Sisters.  There were three of them.  Eula Mae HOLDER was the middle sister of three little girls who lived in Locust Grove, Henry County, GA with their parents Alma Josephine JACKSON and James Solomon HOLDER.

Bertha Lane HOLDER

Bertha Lane HOLDER

Bertha Lane HOLDER born 1 July 1898 was the firstborn .  She married John H SPEIR and they had one child.  It’s believed that Bertha had some higher education beyond elementary school.  It may seem a funny thing to note, but higher education was not an expected privilege for most girls in the early 1900’s.  Bertha could also play the piano.  This beautiful young woman’s life was shorter than her sisters.  She died a few weeks after her 21st birthday on the 20th of Aug 1919.  It would be of interest to find out the cause of death.

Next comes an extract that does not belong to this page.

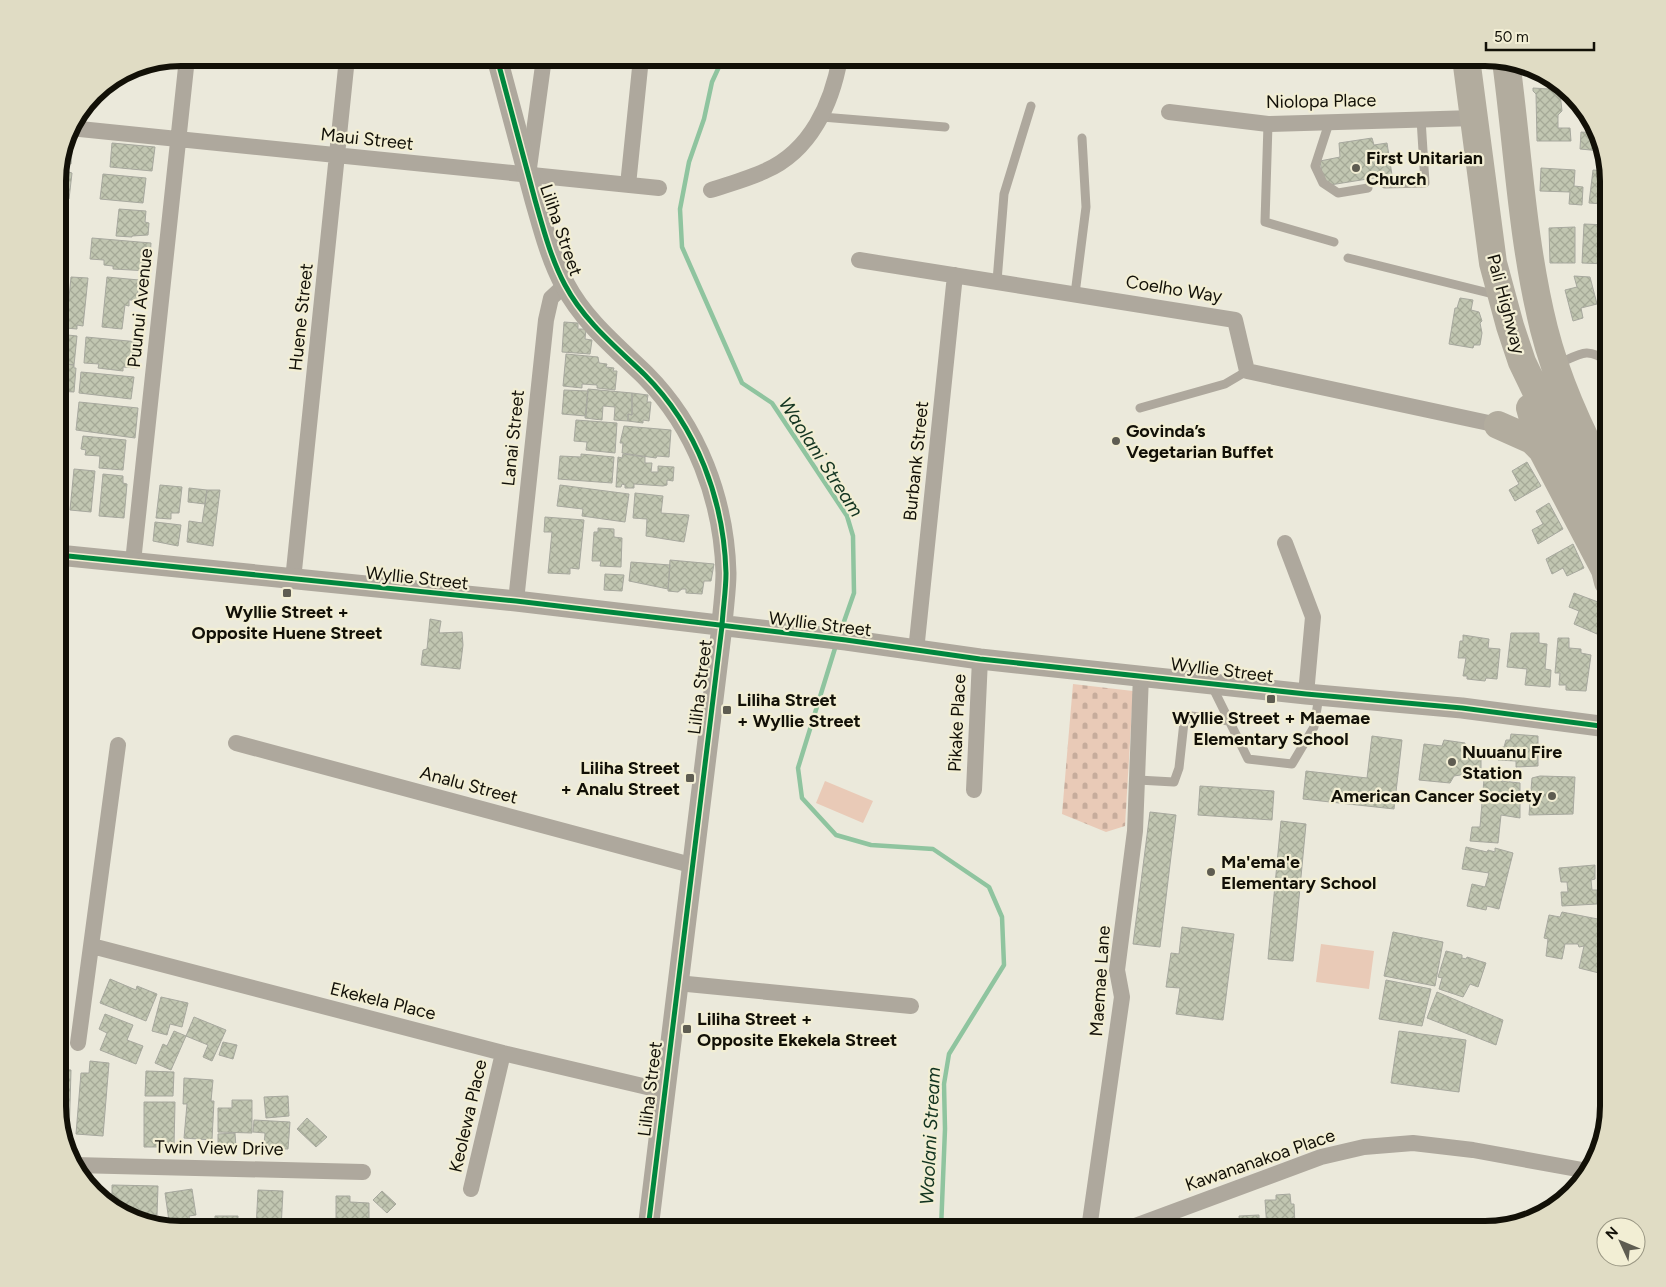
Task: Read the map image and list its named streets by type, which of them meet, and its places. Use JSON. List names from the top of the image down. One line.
{"streets":{"highway":["Pali Highway"],"street":["Niolopa Place","Maui Street","Liliha Street","Coelho Way","Puunui Avenue","Huene Street","Lanai Street","Burbank Street","Wyllie Street","Pikake Place","Analu Street","Maemae Lane","Ekekela Place","Keolewa Place","Twin View Drive","Kawananakoa Place"]},"crossings":[["Niolopa Place","Pali Highway"],["Maui Street","Liliha Street"],["Maui Street","Puunui Avenue"],["Maui Street","Huene Street"],["Liliha Street","Lanai Street"],["Liliha Street","Wyllie Street"],["Liliha Street","Analu Street"],["Liliha Street","Ekekela Place"],["Coelho Way","Burbank Street"],["Puunui Avenue","Wyllie Street"],["Huene Street","Wyllie Street"],["Lanai Street","Wyllie Street"],["Burbank Street","Wyllie Street"],["Wyllie Street","Pikake Place"],["Wyllie Street","Maemae Lane"],["Ekekela Place","Keolewa Place"]],"water":["Waolani Stream"],"places":{"other":["First Unitarian Church","Govinda’s Vegetarian Buffet","Nuuanu Fire Station","American Cancer Society","Ma'ema'e Elementary School"],"transit":["Wyllie Street + Opposite Huene Street","Wyllie Street + Maemae Elementary School","Liliha Street + Wyllie Street","Liliha Street + Analu Street","Liliha Street + Opposite Ekekela Street"]},"scale_bar":"50 m","north":"top left"}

Cemetary Marker with Little LambAlthough not a sister,  Lindon C. HOLDER, the only son of James and Alma was born on the 24th of Sept in 1899. He died at 15 months of age on 18 Dec 1900.

Eula Mae HOLDER

Eula Mae HOLDER

Eula Mae HOLDER was the 2nd sister born on the grand date of December 10th, 1900.  She would have been 8 days old when her brother died.  It can only be imagined what a difficult time Alma, the mother would have suffered. Eula married Max Augustus LINN. They had 4 children, 2 of whom reached adulthood. Eula had an elementary school education up to the 8th grade. She worked as a dressmaker until her retirement.  She loved to read, sew, crochet and tat. She died at her son’s house in Covington, GA at the age of 92.

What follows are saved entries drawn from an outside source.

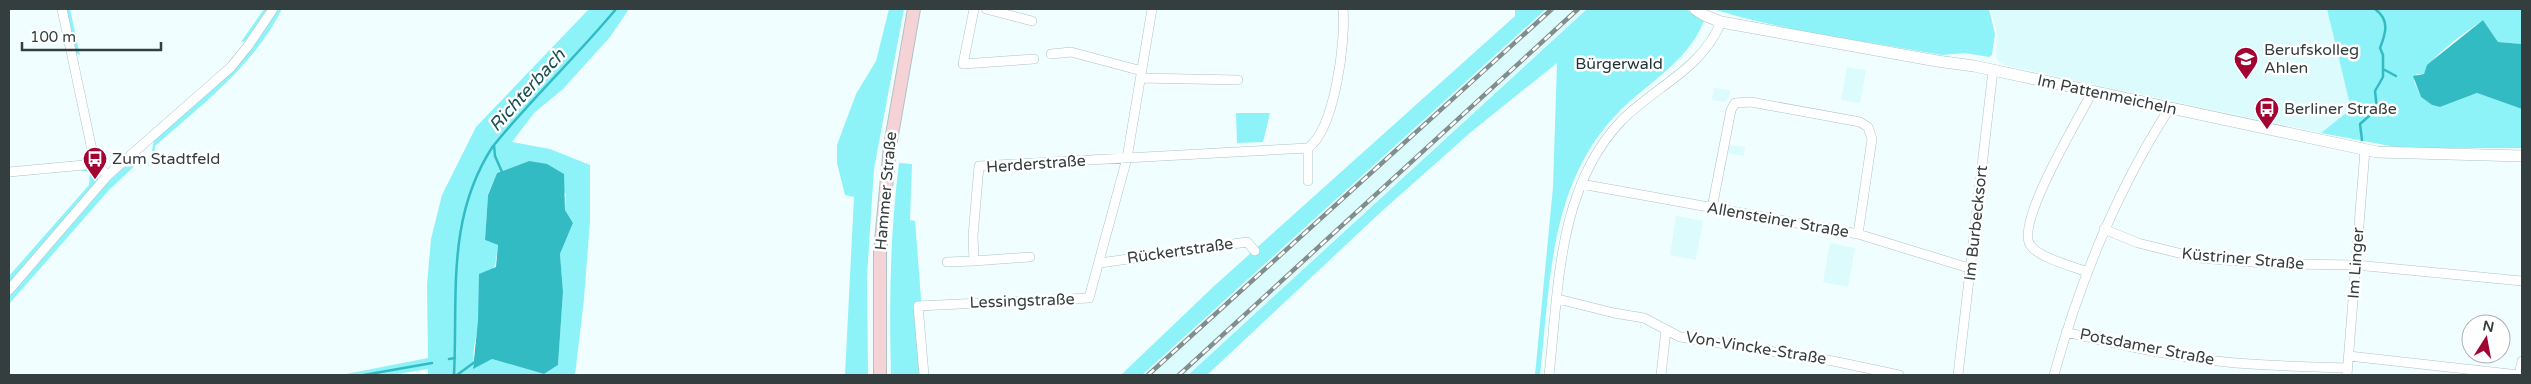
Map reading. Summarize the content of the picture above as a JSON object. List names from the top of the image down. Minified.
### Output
{"streets":{"main road":["Hammer Straße"],"street":["Im Pattenmeicheln","Herderstraße","Allensteiner Straße","Im Burbecksort","Rückertstraße","Küstriner Straße","Im Linger","Lessingstraße","Potsdamer Straße","Von-Vincke-Straße"]},"crossings":[["Im Pattenmeicheln","Im Burbecksort"],["Im Pattenmeicheln","Im Linger"],["Herderstraße","Lessingstraße"],["Allensteiner Straße","Im Burbecksort"],["Rückertstraße","Lessingstraße"],["Küstriner Straße","Im Linger"],["Im Linger","Potsdamer Straße"]],"water":["Richterbach"],"parks":["Bürgerwald"],"places":{"school or university":["Berufskolleg Ahlen"],"bus stop":["Berliner Straße","Zum Stadtfeld"]},"scale_bar":"100 m","north":"top"}
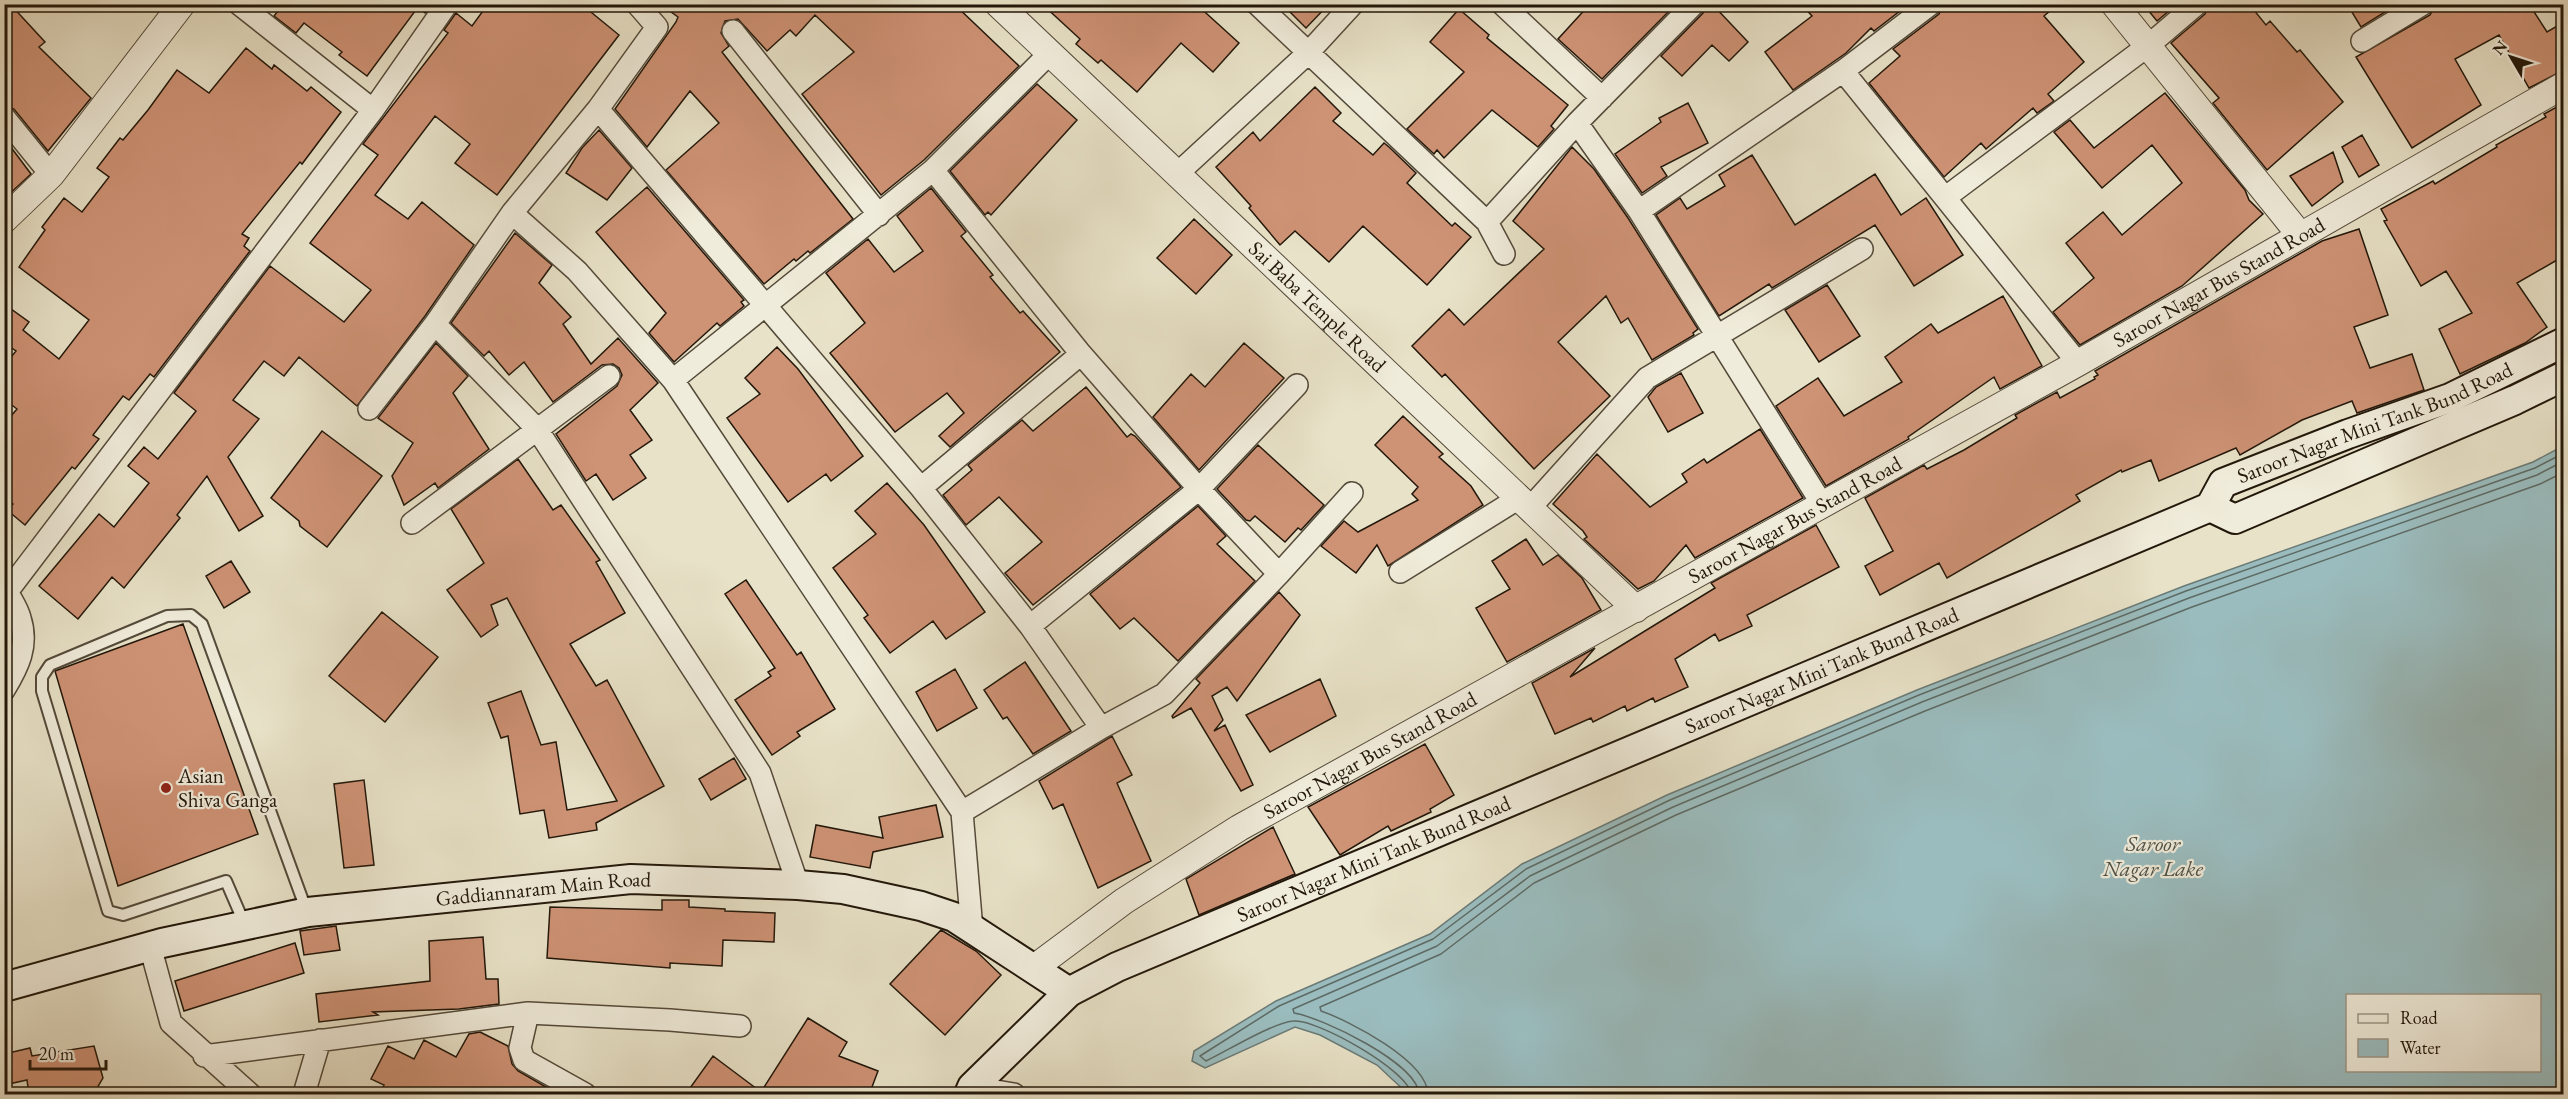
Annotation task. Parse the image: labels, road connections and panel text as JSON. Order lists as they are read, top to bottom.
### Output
{
  "streets": {
    "main road": ["Saroor Nagar Mini Tank Bund Road", "Gaddiannaram Main Road"],
    "street": ["Saroor Nagar Bus Stand Road", "Sai Baba Temple Road"]
  },
  "crossings": [
    ["Saroor Nagar Bus Stand Road", "Sai Baba Temple Road"],
    ["Saroor Nagar Bus Stand Road", "Gaddiannaram Main Road"],
    ["Saroor Nagar Mini Tank Bund Road", "Gaddiannaram Main Road"]
  ],
  "water": ["Saroor Nagar Lake"],
  "places": ["Asian Shiva Ganga"],
  "legend": ["Road", "Water"],
  "scale_bar": "20 m",
  "north": "top left"
}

Mamie Lee HOLDER as a Young Woman

Mamie Lee HOLDER

Mamie Lee HOLDER was the last sister born 4 March 1903 in Locust Grove like the other girls.  She would have been 3 years old when her mother Alma died in 1906 and was 6 years old when her father married Della HARKNESS.  Mamie married William Albert EVANS on Dec 2, 1919 and lived most of her life in Griffin, Spalding County, GA.  She and her husband owned and worked a general store that serviced the local community which included both blacks and whites.  Mamie and Bill never had children but hosted their niece many summers.  She was known to like cake.  Through the years, especially during hard economic times she employed her sister Eula to sew dresses for her which was mutually beneficial to each.  She lived to be 100 years old.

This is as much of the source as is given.